Ora minha cara Flor de Lótus, tu acreditas em destino? Pois deverias...
Como já havia citado a garota das Meias Sete Oitavos, após uma terrível desilusão, prometeu jamais amar novamente. Mas pactos serão sempre terrestres, prontos para serem subornados.
Talvez um novo amor fosse o remédio capaz de reviver os sentimentos da promíscua Lótus. Mas talvez seja perda de tempo dedicar-se a uma falsa flor da noite. Enfim, para o garoto Peter Pan, amar nunca é perda de tempo. Afinal, depois de perder a esperança nos seus sonhos, restou-lhe o florescer de uma paixão.
O garoto dos Sapatos Vermelhos foi ao encontro da garota das Meias Sete Oitavos. Ela cuidava do jardim diariamente. E ele a observava com olhos de insana paixão. Trocaram olhares cúmplices e conversas de entrega. Com o passar do tempo, Lótus e Peter Pan traçaram uma estrada no jardim que terminava na Grande Cerejeira.
Coincidência (ou o implacável destino) plantou-lhes a mesma semente que semeara entre o jovem Coração de Leão e a menina da Íris Cor-de-Rosa.
Eles estavam dispostos a tudo.
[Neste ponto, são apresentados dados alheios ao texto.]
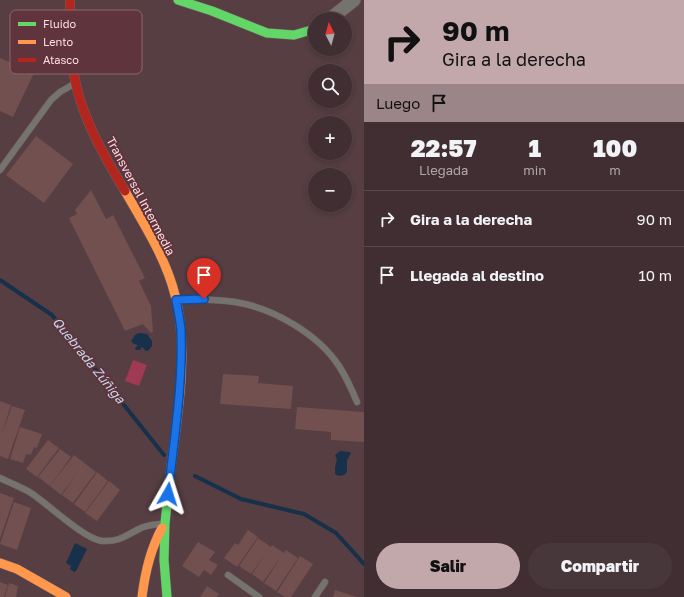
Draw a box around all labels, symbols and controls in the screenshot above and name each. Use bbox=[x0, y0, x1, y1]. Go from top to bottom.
legend bbox=[10, 10, 142, 74]
north arrow bbox=[308, 12, 352, 56]
map controls bbox=[308, 12, 352, 212]
text: 90 m bbox=[442, 14, 509, 47]
icon: right bbox=[376, 16, 428, 68]
text: Fluido bbox=[43, 17, 76, 30]
text: Lento bbox=[43, 35, 74, 48]
text: Gira a la derecha bbox=[442, 48, 586, 70]
text: Atasco bbox=[43, 53, 79, 66]
button: search bbox=[308, 64, 352, 108]
icon: arrive bbox=[428, 92, 450, 114]
text: Luego bbox=[376, 94, 420, 112]
button: + bbox=[308, 116, 352, 160]
text: 22:57 bbox=[411, 133, 477, 162]
text: 1 bbox=[528, 133, 541, 162]
text: 100 bbox=[593, 133, 637, 162]
street label: Transversal Intermedia bbox=[103, 134, 179, 258]
text: Llegada bbox=[419, 162, 468, 178]
text: min bbox=[523, 162, 546, 178]
text: m bbox=[609, 162, 621, 178]
button: − bbox=[308, 168, 352, 212]
icon: right bbox=[376, 208, 398, 230]
text: Gira a la derecha bbox=[410, 210, 532, 228]
text: 90 m bbox=[637, 210, 672, 228]
pin bbox=[187, 258, 221, 299]
icon: arrive bbox=[193, 264, 215, 286]
icon: arrive bbox=[376, 264, 398, 286]
text: Llegada al destino bbox=[410, 266, 544, 284]
text: 10 m bbox=[638, 266, 672, 284]
water label: Quebrada Zúñiga bbox=[49, 314, 129, 407]
position arrow bbox=[147, 473, 189, 515]
button: Salir bbox=[376, 543, 520, 589]
button: Compartir bbox=[528, 543, 672, 589]

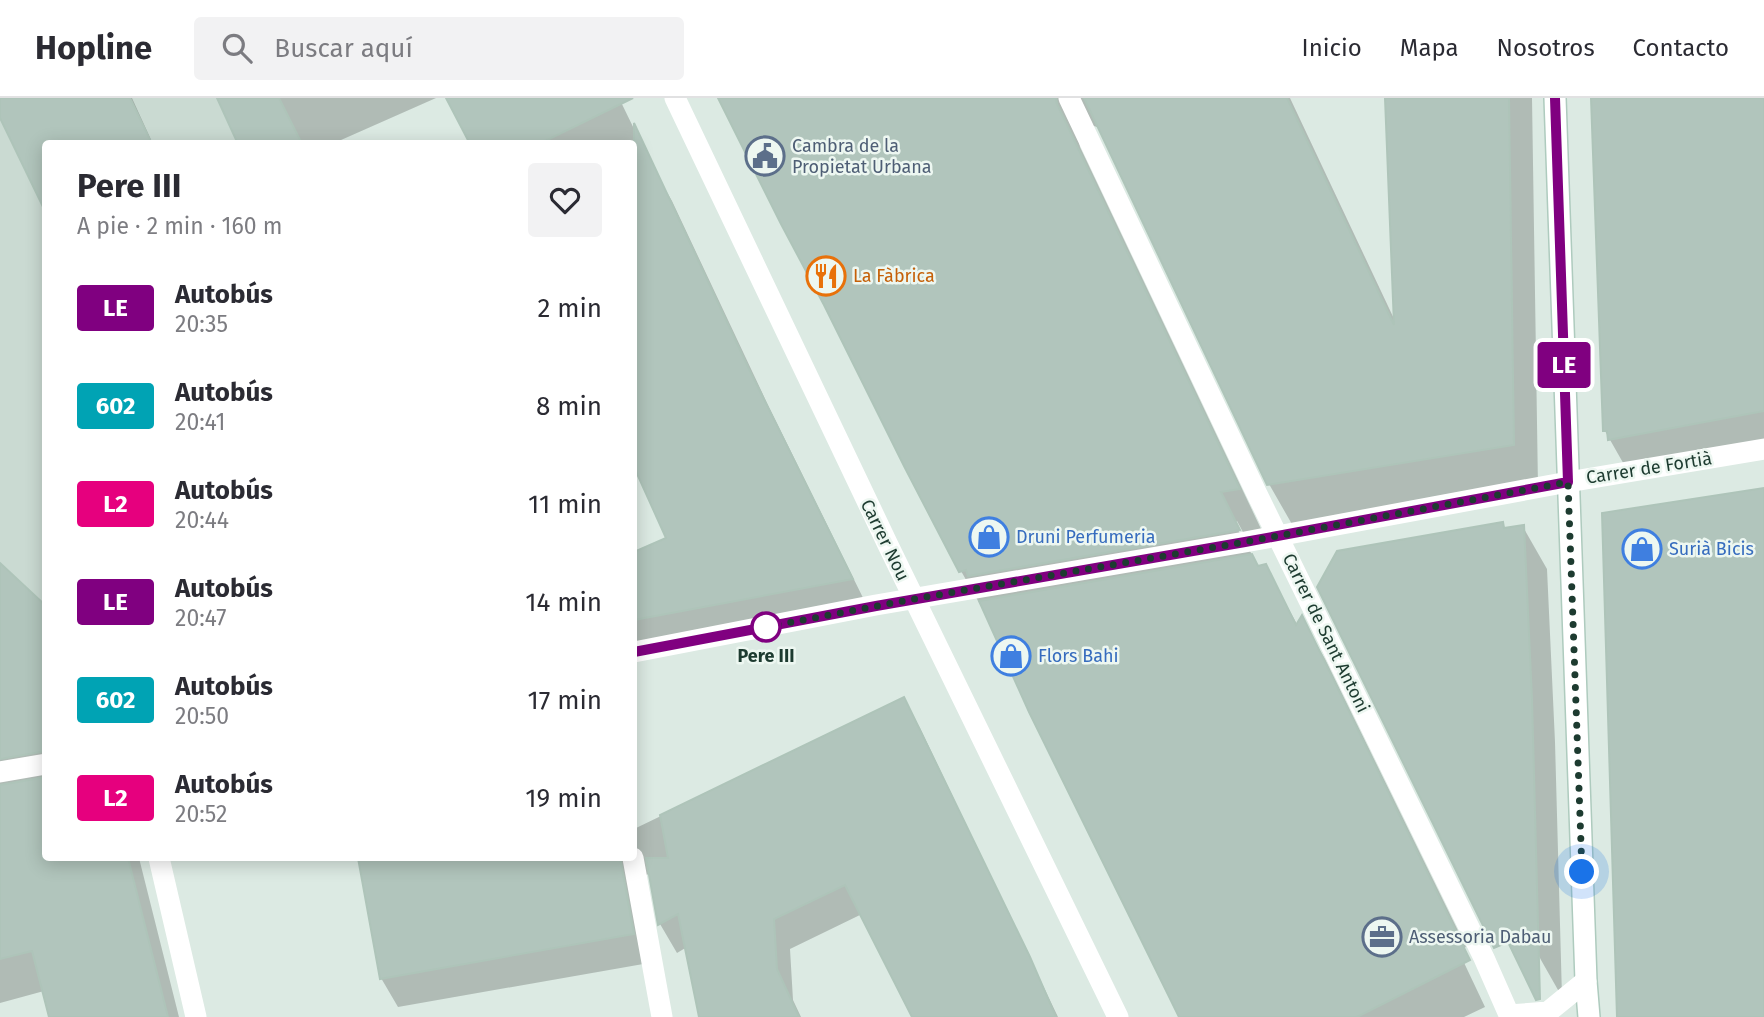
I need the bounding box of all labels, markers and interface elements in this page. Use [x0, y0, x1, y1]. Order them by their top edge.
search box [194, 17, 684, 80]
text: Hopline [35, 28, 152, 68]
icon: search [218, 29, 256, 67]
text: Buscar aquí [274, 33, 413, 64]
text: Inicio [1302, 34, 1362, 62]
text: Mapa [1400, 34, 1459, 62]
text: Nosotros [1497, 34, 1595, 62]
text: Contacto [1633, 34, 1729, 62]
public building icon: Cambra de la Propietat Urbana [744, 135, 786, 177]
place label: Cambra de la Propietat Urbana [792, 135, 932, 178]
button: heart [528, 163, 602, 237]
text: Pere III [77, 166, 181, 206]
text: A pie · 2 min · 160 m [77, 212, 282, 240]
restaurant icon: La Fàbrica [805, 255, 847, 297]
place label: La Fàbrica [853, 265, 935, 287]
text: Autobús [175, 279, 273, 310]
text: 2 min [537, 293, 602, 324]
text: LE [103, 294, 128, 322]
text: 20:35 [175, 310, 228, 338]
line badge: LE [1532, 342, 1596, 388]
text: LE [1552, 351, 1576, 379]
text: Autobús [175, 377, 273, 408]
text: 8 min [536, 391, 602, 422]
text: 602 [96, 392, 135, 420]
text: 20:41 [175, 408, 226, 436]
street label: Carrer de Fortià [1585, 447, 1713, 489]
text: Autobús [175, 475, 273, 506]
text: 11 min [528, 489, 602, 520]
text: L2 [103, 490, 128, 518]
street label: Carrer Nou [856, 496, 914, 584]
text: 20:44 [175, 506, 229, 534]
shop icon: Druni Perfumeria [968, 516, 1010, 558]
place label: Druni Perfumeria [1016, 526, 1156, 548]
shop icon: Surià Bicis [1621, 528, 1663, 570]
place label: Surià Bicis [1669, 538, 1754, 560]
street label: Carrer de Sant Antoni [1278, 550, 1374, 716]
text: Autobús [175, 573, 273, 604]
text: 14 min [525, 587, 602, 618]
text: LE [103, 588, 128, 616]
text: 20:47 [175, 604, 227, 632]
marker: Pere III [751, 612, 781, 642]
shop icon: Flors Bahi [990, 635, 1032, 677]
place label: Pere III [738, 645, 794, 667]
place label: Flors Bahi [1038, 645, 1119, 667]
text: Autobús [175, 671, 273, 702]
text: 17 min [527, 685, 602, 716]
text: 602 [96, 686, 135, 714]
text: 20:50 [175, 702, 229, 730]
text: Autobús [175, 769, 273, 800]
text: 19 min [525, 783, 602, 814]
text: L2 [103, 784, 128, 812]
text: 20:52 [175, 800, 227, 828]
your location [1564, 854, 1599, 889]
office icon: Assessoria Dabau [1361, 916, 1403, 958]
place label: Assessoria Dabau [1409, 926, 1551, 948]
O garoto dos Sapatos Vermelhos conseguiu enxarcar a alma da menina das Meias Sete Oitavos de novas esperanças. Esta por sua vez, era uma eterna inspiração para ele.
Acreditas em destino, minha doce e desamparada Lótus?
Numa tarde, após um dia chuvoso, a adocicada Lótus resolveu surpreender o amado. Foi até a Cerejeira e pegou as duas cartas que haviam sido lidas. Estas cartas eram pura representação de uma história de amor. Então, após pegá-las, ela voltou ao entro de seu amante, desta vez indo pela estrada.
Em contrapartida, o gentil Peter Pan acorda bruscamente de um pesadelo. Era uma tragédia! – gritou ele. Para muitos apenas um sonho, mas para ele, um aviso, um chamado cósmico. O garoto correu ao encontro da amada.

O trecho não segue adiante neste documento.